* What needs to be done: Give back all of the records exactly.

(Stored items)
Content starts

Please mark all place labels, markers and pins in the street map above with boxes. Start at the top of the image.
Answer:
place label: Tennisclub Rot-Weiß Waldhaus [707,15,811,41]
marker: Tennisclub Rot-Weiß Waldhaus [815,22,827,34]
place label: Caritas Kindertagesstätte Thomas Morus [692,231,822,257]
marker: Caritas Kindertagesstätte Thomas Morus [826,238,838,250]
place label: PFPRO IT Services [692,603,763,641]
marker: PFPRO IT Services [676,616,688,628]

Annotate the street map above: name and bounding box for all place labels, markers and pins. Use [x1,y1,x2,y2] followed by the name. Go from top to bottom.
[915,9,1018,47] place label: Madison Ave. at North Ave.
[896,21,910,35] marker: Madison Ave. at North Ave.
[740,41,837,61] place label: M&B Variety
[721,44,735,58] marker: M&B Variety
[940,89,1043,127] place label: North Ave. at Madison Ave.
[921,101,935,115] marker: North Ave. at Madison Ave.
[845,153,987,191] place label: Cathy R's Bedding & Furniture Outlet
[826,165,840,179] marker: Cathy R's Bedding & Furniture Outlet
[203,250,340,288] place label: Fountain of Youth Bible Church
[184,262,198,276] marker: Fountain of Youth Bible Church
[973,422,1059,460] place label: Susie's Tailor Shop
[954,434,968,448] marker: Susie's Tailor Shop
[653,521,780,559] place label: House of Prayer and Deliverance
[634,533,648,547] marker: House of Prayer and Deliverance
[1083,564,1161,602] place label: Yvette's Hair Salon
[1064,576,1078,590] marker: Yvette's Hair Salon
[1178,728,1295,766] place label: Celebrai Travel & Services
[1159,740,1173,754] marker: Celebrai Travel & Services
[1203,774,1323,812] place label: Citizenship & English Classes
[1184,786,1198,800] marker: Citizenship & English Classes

Content ends

* Solution for this problem:
Please mark all place labels, markers and pins in the street map above with boxes. Start at the top of the image.
Answer:
place label: Tennisclub Rot-Weiß Waldhaus [707,15,811,41]
marker: Tennisclub Rot-Weiß Waldhaus [815,22,827,34]
place label: Caritas Kindertagesstätte Thomas Morus [692,231,822,257]
marker: Caritas Kindertagesstätte Thomas Morus [826,238,838,250]
place label: PFPRO IT Services [692,603,763,641]
marker: PFPRO IT Services [676,616,688,628]

Annotate the street map above: name and bounding box for all place labels, markers and pins. Use [x1,y1,x2,y2] followed by the name. Go from top to bottom.
[915,9,1018,47] place label: Madison Ave. at North Ave.
[896,21,910,35] marker: Madison Ave. at North Ave.
[740,41,837,61] place label: M&B Variety
[721,44,735,58] marker: M&B Variety
[940,89,1043,127] place label: North Ave. at Madison Ave.
[921,101,935,115] marker: North Ave. at Madison Ave.
[845,153,987,191] place label: Cathy R's Bedding & Furniture Outlet
[826,165,840,179] marker: Cathy R's Bedding & Furniture Outlet
[203,250,340,288] place label: Fountain of Youth Bible Church
[184,262,198,276] marker: Fountain of Youth Bible Church
[973,422,1059,460] place label: Susie's Tailor Shop
[954,434,968,448] marker: Susie's Tailor Shop
[653,521,780,559] place label: House of Prayer and Deliverance
[634,533,648,547] marker: House of Prayer and Deliverance
[1083,564,1161,602] place label: Yvette's Hair Salon
[1064,576,1078,590] marker: Yvette's Hair Salon
[1178,728,1295,766] place label: Celebrai Travel & Services
[1159,740,1173,754] marker: Celebrai Travel & Services
[1203,774,1323,812] place label: Citizenship & English Classes
[1184,786,1198,800] marker: Citizenship & English Classes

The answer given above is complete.